I share all this to make this point; life will bring moments of difficulty. Allow some time for you and your loved ones involved to talk about it. Leave room for yourself to feel whatever you feel, and to say whatever you want to say. It may be uncomfortable, but in the long run, it's the best thing possible for you.

Philippians 4:6,7 says, "Do not be anxious about anything, but in everything by prayer and supplication with thanksgiving let your requests be made known to God. And the peace of God, which surpasses all understanding, will guard your heats and your minds in Christ Jesus."

I think this passage is quoted a lot to say, "Don't stress" but there is another message in here that is important for us to hear. "let your requests be made known to God."

God isn't asking us to pretend we don't experience ups and downs. Talk to Him, talk to others, work through it. Then come out the other side, ready to take on your new season.



Tuesday, March 29, 2016

Even When You Can't Tell If He's There

Most of my kids are old enough to ride bikes now, and each of them learned at different paces. Some seemed to just wake up one day with the ability to ride a bike, while others took some coaching and some help. 

One of my sons was capable of riding his bike pretty quickly, but would not attempt to ride without me running along side his bike, while holding his seat. If he even suspected that I had let go, he would stop, put his foot down and scold me for putting his life in danger. 

I don't remember exactly how long it was before he tried on his own, but it was a while. For days we would go out, I would run, and he would ride. 

He was certain he wasn't ready, or able to do it on his own; I was certain he was more than capable, and just needed to have some faith in himself. 

I think that's a bit how our relationship with God goes. 

We are faced with a challenge, that we will not attempt to do on our own, unless we are sure God, or someone else is standing right there making sure we don't fall. 

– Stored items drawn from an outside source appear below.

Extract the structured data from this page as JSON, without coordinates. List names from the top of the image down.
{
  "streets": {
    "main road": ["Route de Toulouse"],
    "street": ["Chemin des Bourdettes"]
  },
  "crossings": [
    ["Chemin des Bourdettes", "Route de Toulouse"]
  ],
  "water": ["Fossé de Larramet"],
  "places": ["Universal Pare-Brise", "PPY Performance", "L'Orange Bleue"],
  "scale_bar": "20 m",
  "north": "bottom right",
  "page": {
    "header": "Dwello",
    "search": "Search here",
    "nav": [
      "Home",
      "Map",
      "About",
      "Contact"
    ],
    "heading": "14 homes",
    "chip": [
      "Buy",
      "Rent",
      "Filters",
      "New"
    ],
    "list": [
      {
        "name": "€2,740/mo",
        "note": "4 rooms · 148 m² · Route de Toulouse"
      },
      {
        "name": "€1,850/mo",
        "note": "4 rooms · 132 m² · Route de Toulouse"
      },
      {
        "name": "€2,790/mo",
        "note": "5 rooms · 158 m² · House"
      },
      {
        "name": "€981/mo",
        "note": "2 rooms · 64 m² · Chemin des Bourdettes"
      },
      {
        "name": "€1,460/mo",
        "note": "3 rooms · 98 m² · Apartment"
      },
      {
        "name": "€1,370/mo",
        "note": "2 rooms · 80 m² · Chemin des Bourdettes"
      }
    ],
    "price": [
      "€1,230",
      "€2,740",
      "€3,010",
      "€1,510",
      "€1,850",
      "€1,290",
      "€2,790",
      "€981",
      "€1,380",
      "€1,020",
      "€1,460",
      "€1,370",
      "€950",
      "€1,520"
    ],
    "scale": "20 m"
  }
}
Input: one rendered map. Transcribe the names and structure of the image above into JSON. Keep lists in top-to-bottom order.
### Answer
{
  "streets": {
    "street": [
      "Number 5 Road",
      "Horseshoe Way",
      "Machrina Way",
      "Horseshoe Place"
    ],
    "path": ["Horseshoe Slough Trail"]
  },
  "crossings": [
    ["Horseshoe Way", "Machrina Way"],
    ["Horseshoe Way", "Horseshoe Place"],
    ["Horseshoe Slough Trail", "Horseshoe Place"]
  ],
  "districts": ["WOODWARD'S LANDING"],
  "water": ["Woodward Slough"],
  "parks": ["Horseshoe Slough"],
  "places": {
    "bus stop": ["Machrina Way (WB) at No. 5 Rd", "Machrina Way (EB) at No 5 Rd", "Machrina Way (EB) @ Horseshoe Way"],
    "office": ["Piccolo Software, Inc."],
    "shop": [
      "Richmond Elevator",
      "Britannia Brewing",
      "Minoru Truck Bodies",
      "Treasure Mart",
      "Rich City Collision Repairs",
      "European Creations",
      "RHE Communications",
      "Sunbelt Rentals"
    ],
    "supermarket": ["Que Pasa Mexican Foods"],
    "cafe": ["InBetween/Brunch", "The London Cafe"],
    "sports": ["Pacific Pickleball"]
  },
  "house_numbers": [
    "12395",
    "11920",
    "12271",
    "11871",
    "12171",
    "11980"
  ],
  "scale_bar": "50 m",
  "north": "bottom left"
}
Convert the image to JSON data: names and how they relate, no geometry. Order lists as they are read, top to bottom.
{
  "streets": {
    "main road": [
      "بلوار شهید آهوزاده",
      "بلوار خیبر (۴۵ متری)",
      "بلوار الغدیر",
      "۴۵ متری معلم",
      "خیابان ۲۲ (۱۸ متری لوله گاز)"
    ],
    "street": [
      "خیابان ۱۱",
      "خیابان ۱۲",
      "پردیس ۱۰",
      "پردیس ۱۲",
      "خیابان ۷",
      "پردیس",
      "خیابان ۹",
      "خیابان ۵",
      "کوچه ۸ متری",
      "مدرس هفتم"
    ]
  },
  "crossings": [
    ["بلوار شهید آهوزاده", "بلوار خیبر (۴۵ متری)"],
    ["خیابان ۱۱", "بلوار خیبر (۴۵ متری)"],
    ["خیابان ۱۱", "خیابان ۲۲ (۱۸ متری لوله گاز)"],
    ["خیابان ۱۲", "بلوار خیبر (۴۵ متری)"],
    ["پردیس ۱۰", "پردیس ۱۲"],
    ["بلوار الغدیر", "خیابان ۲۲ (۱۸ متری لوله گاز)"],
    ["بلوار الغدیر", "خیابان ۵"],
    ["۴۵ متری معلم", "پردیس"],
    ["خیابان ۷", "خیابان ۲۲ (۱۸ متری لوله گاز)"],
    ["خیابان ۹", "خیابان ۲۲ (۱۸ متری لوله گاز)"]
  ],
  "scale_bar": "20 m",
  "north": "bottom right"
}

This has certainly been true in my life. In fact that was true as recently as this morning. I woke up today considering a circumstance I am facing, convinced I couldn't do it on my own. I wasn't even sure where to start. 

Then this picture came to mind. My son was convinced it was impossible for him to ride a bike. That there was something uniquely different about him, that would not allow him to ever learn to ride a bike. 

I knew he could, I knew he was so much more capable than he understood. 

More than all of that, the worst that could happen, was he could attempt to ride his bike, and fall. Yes, it would hurt, and yes it might even be embarrassing; but he would get back up, and I would be right there to help him.

I want to encourage you to consider this idea with whatever challenges you may be facing right now. You may be convinced there is no way you can face this on your own. You may be certain that if you try, you will certainly fail. 

First, you are far more capable, and far more gifted than you know. Second, God is right there. He is close by cheering you on, confident in you accomplishing more than you dare to dream for yourself; and even if you do fall along the way, He will be there to help you back up. 

Life can come at us in waves. Some of those waves seem impossible to face. I want to encourage you to accept that there is more in you than you know, and God is with you, even when you can't tell if He is. 

 

Tuesday, March 22, 2016

If That's Not Healthy, Nothing Is

One of the biggest shocks I experienced in my adult life, was the day I realized it wasn't my wife's job to make me happy, or to convince me everything will be okay, or to make me feel good about myself.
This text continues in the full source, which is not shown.